Task to complete | Repeat the lines of the material below exactly, beginning at the one with "20v-9h11M14 6l5 5-5" and stopping after the last.

Provided information |

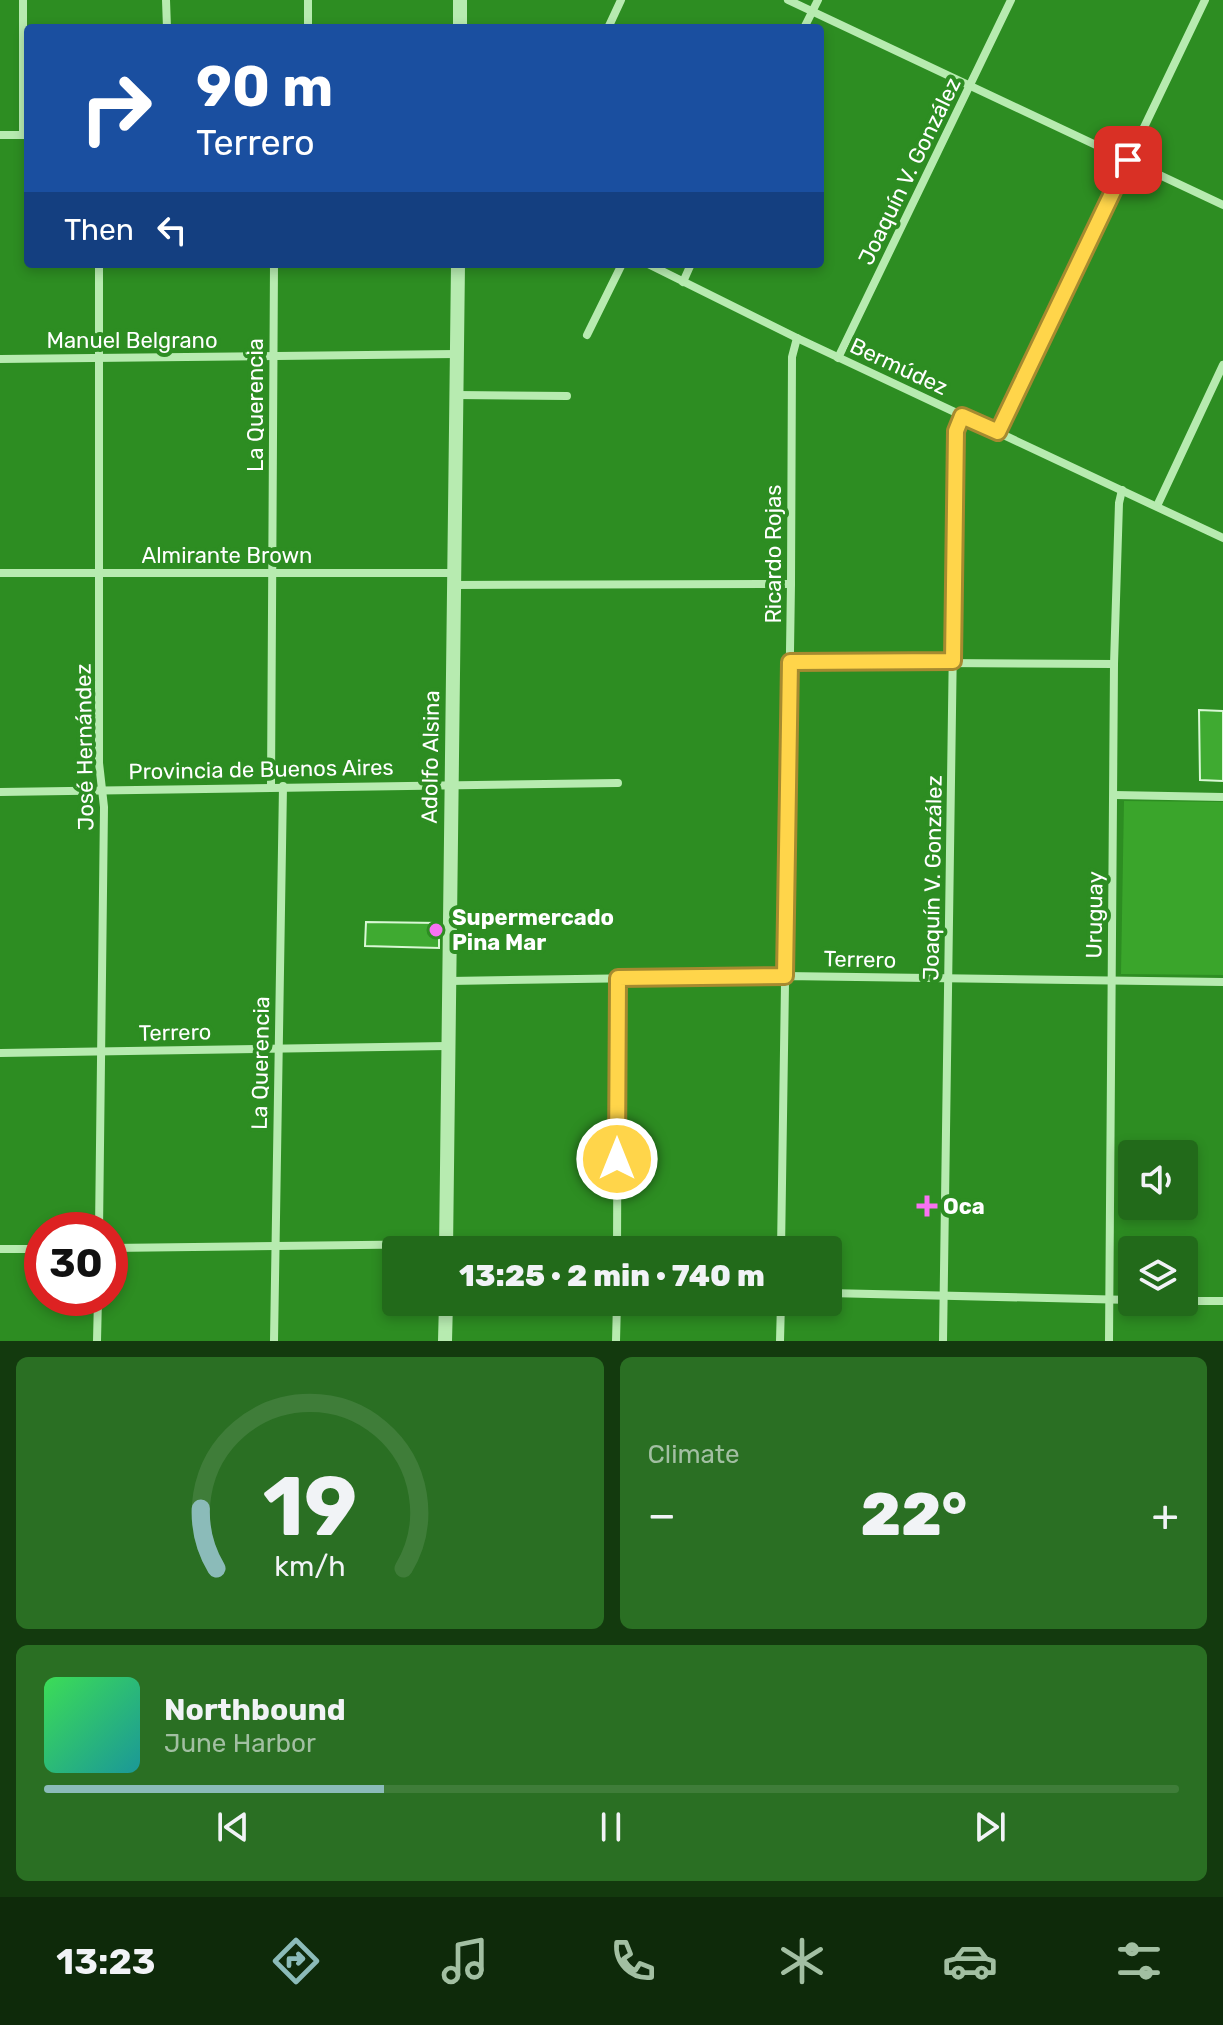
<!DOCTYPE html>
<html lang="en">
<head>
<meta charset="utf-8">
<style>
	body { margin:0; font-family:Rubik,sans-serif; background:#2a6f23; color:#f1f3f6; height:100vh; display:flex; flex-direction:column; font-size:30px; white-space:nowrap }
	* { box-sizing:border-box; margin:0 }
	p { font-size:26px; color:#a2bfa2 }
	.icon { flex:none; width:44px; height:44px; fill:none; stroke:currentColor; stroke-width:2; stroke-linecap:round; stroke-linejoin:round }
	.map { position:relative; height:1341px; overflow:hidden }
	.details { display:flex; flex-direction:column; gap:16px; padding:16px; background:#133a0e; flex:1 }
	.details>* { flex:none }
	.guide { position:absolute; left:24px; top:24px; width:800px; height:244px; border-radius:8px; box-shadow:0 4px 12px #0003; background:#1a4fa0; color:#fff; overflow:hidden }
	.controls { position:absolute; left:1118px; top:1140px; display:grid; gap:16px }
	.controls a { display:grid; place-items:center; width:80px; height:80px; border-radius:8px; background:#226a1a; box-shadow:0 4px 12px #0003; font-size:40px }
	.speed { position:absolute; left:24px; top:1212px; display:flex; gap:16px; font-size:40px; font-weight:700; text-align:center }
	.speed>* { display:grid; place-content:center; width:104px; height:104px; border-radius:50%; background:#226a1a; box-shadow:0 4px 12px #0003; line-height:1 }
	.speed .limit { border:12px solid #d22; background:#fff; color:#111 }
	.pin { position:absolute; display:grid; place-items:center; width:68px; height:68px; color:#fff; margin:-34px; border-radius:16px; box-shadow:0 4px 12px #0006 }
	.me { position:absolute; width:88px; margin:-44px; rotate:0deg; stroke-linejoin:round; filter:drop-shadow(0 0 6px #0008) }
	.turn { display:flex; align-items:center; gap:28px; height:168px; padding:0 40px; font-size:36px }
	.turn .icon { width:104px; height:104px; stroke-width:2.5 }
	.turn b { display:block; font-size:56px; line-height:68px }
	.then { display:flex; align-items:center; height:76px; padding:0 40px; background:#0003; gap:16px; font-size:30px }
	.big { font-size:60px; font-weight:800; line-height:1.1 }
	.details .widget { flex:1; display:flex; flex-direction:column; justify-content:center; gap:12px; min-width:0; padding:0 28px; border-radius:12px; background:#2a6f23 }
	.details .dial { align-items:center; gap:0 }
	.dial svg { height:208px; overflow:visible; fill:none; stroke:#3f7d39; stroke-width:7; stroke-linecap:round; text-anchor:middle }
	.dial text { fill:#f1f3f6; stroke:none }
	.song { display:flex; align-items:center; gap:24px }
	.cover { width:96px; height:96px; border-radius:12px; background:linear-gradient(135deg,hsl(130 70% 55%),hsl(180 70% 35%)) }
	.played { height:8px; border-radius:4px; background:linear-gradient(90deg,#8bbbb9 30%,#3f7d39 30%) }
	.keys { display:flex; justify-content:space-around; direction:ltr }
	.heat { display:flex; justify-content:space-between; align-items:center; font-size:44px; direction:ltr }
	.details .tiles { flex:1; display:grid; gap:16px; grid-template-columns:1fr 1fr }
	.widget:last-child { grid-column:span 2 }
	.trip { position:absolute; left:382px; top:1236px; width:460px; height:80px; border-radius:8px; background:#226a1a; box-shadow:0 4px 12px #0003; font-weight:800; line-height:80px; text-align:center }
	.menu { display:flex; height:128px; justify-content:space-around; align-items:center; background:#0e2a0a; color:#a2bfa2 }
	.menu .icon { width:56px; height:56px }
	.menu .selected { color:#8bbbb9 }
	.menu b { font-size:36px; color:#f1f3f6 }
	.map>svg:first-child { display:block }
	.green { fill:#3aa52b }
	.building { fill:#3faa31; stroke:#d9f8d5; stroke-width:2 }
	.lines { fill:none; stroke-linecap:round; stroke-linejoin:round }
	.minor { stroke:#b7ebb0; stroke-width:8 }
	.tertiary { stroke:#b7ebb0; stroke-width:14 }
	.route-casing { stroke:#a68a30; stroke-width:20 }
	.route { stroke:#ffd54a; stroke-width:14 }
	.poi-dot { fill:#f872f2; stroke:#2d8d22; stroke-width:3 }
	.labels { text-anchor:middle; stroke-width:8; stroke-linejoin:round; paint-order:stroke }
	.street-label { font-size:22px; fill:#fff; stroke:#2d8d22 }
	.poi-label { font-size:22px; font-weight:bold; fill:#fff; stroke:#2d8d22; text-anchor:start }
</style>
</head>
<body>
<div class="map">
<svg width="1223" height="1341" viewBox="0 0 1223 1341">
	<rect width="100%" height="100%" fill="#2d8d22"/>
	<polygon class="green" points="1124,801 1223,802 1223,975 1121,974"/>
	<g class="building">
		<polygon points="1199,710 1223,711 1223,781 1200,780"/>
		<polygon points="366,922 439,923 439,948 365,946"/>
	</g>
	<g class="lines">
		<g class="minor">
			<polyline points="23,0 23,135"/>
			<polyline points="166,0 167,28"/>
			<polyline points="308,0 308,28"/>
			<polyline points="788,0 1223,205"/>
			<polyline points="608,28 621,0"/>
			<polyline points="804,28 818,0"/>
			<polyline points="0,135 27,135"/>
			<polyline points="648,264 797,338 1223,538"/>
			<polyline points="683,282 691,264"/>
			<polyline points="587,335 622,264"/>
			<polyline points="838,358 1011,0"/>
			<polyline points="0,359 456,354"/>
			<polyline points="456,395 567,396"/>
			<polyline points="998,432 1205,0"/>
			<polyline points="1157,506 1223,365"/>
			<polyline points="0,573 454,573"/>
			<polyline points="454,585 791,584"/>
			<polyline points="790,662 1114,664"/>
			<polyline points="271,786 274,264"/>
			<polyline points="0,792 618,783"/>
			<polyline points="1114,795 1223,797"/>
			<polyline points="449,981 785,976 1223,982"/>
			<polyline points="0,1053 447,1046"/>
			<polyline points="99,1230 104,807 99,763 99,264"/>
			<polyline points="110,1248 446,1244"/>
			<polyline points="0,1249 42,1249"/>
			<polyline points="617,1250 618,978"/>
			<polyline points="781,1250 791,584 792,357 797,338"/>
			<polyline points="828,1293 1132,1300"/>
			<polyline points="1184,1301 1223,1301"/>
			<polyline points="97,1341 98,1298"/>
			<polyline points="274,1341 283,786"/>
			<polyline points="616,1341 617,1302"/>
			<polyline points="780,1341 781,1302"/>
			<polyline points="943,1341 956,431 962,416"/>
			<polyline points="1109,1341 1114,664 1119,503 1122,490"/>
		</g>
		<g class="tertiary">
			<polyline points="460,28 460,0"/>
			<polyline points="446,1250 458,264"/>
			<polyline points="445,1341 446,1302"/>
		</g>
	</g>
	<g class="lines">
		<g class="route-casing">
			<polyline id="route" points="617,1159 618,978 785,976 790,662 953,661 956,431 962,416 998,432 1128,160"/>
		</g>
		<use href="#route" class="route"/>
	</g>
	<g class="poi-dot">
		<circle cx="436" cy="930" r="8"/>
		<path d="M923 1194h8v8h8v8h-8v8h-8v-8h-8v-8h8z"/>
	</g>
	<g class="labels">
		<g class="street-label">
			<text transform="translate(909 171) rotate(-64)" y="8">Joaquín V. González</text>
			<text x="132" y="348">Manuel Belgrano</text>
			<text transform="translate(899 366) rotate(25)" y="8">Bermúdez</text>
			<text transform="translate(255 405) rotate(-90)" y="8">La Querencia</text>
			<text transform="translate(773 554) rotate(-90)" y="8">Ricardo Rojas</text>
			<text x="227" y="563">Almirante Brown</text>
			<text transform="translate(84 747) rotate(-91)" y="8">José Hernández</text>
			<text transform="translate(430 757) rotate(-89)" y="8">Adolfo Alsina</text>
			<text transform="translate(261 769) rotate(-1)" y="8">Provincia de Buenos Aires</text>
			<text transform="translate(932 878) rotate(-89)" y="8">Joaquín V. González</text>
			<text transform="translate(1094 915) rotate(-89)" y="8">Uruguay</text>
			<text transform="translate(860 959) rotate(1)" y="8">Terrero</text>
			<text transform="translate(175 1032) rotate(-1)" y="8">Terrero</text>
			<text transform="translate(260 1063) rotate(-89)" y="8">La Querencia</text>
		</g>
		<g class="poi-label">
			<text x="452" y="925">Supermercado<tspan x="452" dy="25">Pina Mar</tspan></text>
			<text x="943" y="1214">Oca</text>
		</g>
	</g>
</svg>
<div class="controls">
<a><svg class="icon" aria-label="sound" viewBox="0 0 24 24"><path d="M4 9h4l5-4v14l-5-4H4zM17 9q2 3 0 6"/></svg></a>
<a><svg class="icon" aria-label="layers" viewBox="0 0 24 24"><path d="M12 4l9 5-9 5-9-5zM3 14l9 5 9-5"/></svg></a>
</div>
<div class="speed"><div class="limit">30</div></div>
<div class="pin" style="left:1128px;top:160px;background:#d93025"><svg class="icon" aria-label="arrive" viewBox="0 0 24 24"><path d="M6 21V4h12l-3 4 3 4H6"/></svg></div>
<svg class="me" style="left:617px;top:1159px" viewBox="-20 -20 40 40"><circle r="17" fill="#ffd54a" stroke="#fff" stroke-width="3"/><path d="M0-11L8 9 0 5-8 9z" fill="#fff"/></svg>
<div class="trip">13:25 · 2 min · 740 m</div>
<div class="guide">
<div class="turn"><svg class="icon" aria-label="right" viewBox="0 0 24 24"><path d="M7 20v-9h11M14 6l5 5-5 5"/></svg><div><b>90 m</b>Terrero</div></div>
<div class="then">Then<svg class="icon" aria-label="left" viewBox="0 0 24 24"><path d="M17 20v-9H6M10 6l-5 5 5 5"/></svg></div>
</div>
</div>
<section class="details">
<div class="tiles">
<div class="widget dial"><svg viewBox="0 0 100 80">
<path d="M14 69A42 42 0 1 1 86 69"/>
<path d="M14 69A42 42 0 0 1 8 46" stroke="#8bbbb9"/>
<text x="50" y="56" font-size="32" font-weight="700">19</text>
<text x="50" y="72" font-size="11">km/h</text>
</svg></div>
<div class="widget"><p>Climate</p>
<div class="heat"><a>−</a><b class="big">22°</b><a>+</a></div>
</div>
<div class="widget">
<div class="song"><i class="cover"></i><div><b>Northbound</b><p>June Harbor</p></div></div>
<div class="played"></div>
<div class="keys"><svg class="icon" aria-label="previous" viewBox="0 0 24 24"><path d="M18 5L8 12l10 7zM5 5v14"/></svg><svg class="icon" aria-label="pause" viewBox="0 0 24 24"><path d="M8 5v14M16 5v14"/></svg><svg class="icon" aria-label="next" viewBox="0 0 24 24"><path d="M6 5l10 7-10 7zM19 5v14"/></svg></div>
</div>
</div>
</section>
<nav class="menu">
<b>13:23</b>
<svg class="icon selected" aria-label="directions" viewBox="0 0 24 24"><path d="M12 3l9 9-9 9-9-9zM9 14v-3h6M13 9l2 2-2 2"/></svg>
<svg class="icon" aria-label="music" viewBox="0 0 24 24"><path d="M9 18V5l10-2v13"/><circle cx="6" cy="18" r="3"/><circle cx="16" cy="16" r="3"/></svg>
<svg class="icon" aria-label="phone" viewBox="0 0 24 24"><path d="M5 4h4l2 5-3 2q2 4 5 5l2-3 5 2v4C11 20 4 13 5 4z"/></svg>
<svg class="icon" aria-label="climate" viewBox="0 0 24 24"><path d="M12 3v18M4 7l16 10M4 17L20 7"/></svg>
<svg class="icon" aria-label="car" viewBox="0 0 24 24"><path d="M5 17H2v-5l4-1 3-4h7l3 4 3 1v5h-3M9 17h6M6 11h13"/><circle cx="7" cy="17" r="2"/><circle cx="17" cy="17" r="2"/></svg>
<svg class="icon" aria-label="filters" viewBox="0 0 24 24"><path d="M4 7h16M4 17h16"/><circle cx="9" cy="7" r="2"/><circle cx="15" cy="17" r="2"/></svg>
</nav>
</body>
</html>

Reply |
<div class="turn"><svg class="icon" aria-label="right" viewBox="0 0 24 24"><path d="M7 20v-9h11M14 6l5 5-5 5"/></svg><div><b>90 m</b>Terrero</div></div>
<div class="then">Then<svg class="icon" aria-label="left" viewBox="0 0 24 24"><path d="M17 20v-9H6M10 6l-5 5 5 5"/></svg></div>
</div>
</div>
<section class="details">
<div class="tiles">
<div class="widget dial"><svg viewBox="0 0 100 80">
<path d="M14 69A42 42 0 1 1 86 69"/>
<path d="M14 69A42 42 0 0 1 8 46" stroke="#8bbbb9"/>
<text x="50" y="56" font-size="32" font-weight="700">19</text>
<text x="50" y="72" font-size="11">km/h</text>
</svg></div>
<div class="widget"><p>Climate</p>
<div class="heat"><a>−</a><b class="big">22°</b><a>+</a></div>
</div>
<div class="widget">
<div class="song"><i class="cover"></i><div><b>Northbound</b><p>June Harbor</p></div></div>
<div class="played"></div>
<div class="keys"><svg class="icon" aria-label="previous" viewBox="0 0 24 24"><path d="M18 5L8 12l10 7zM5 5v14"/></svg><svg class="icon" aria-label="pause" viewBox="0 0 24 24"><path d="M8 5v14M16 5v14"/></svg><svg class="icon" aria-label="next" viewBox="0 0 24 24"><path d="M6 5l10 7-10 7zM19 5v14"/></svg></div>
</div>
</div>
</section>
<nav class="menu">
<b>13:23</b>
<svg class="icon selected" aria-label="directions" viewBox="0 0 24 24"><path d="M12 3l9 9-9 9-9-9zM9 14v-3h6M13 9l2 2-2 2"/></svg>
<svg class="icon" aria-label="music" viewBox="0 0 24 24"><path d="M9 18V5l10-2v13"/><circle cx="6" cy="18" r="3"/><circle cx="16" cy="16" r="3"/></svg>
<svg class="icon" aria-label="phone" viewBox="0 0 24 24"><path d="M5 4h4l2 5-3 2q2 4 5 5l2-3 5 2v4C11 20 4 13 5 4z"/></svg>
<svg class="icon" aria-label="climate" viewBox="0 0 24 24"><path d="M12 3v18M4 7l16 10M4 17L20 7"/></svg>
<svg class="icon" aria-label="car" viewBox="0 0 24 24"><path d="M5 17H2v-5l4-1 3-4h7l3 4 3 1v5h-3M9 17h6M6 11h13"/><circle cx="7" cy="17" r="2"/><circle cx="17" cy="17" r="2"/></svg>
<svg class="icon" aria-label="filters" viewBox="0 0 24 24"><path d="M4 7h16M4 17h16"/><circle cx="9" cy="7" r="2"/><circle cx="15" cy="17" r="2"/></svg>
</nav>
</body>
</html>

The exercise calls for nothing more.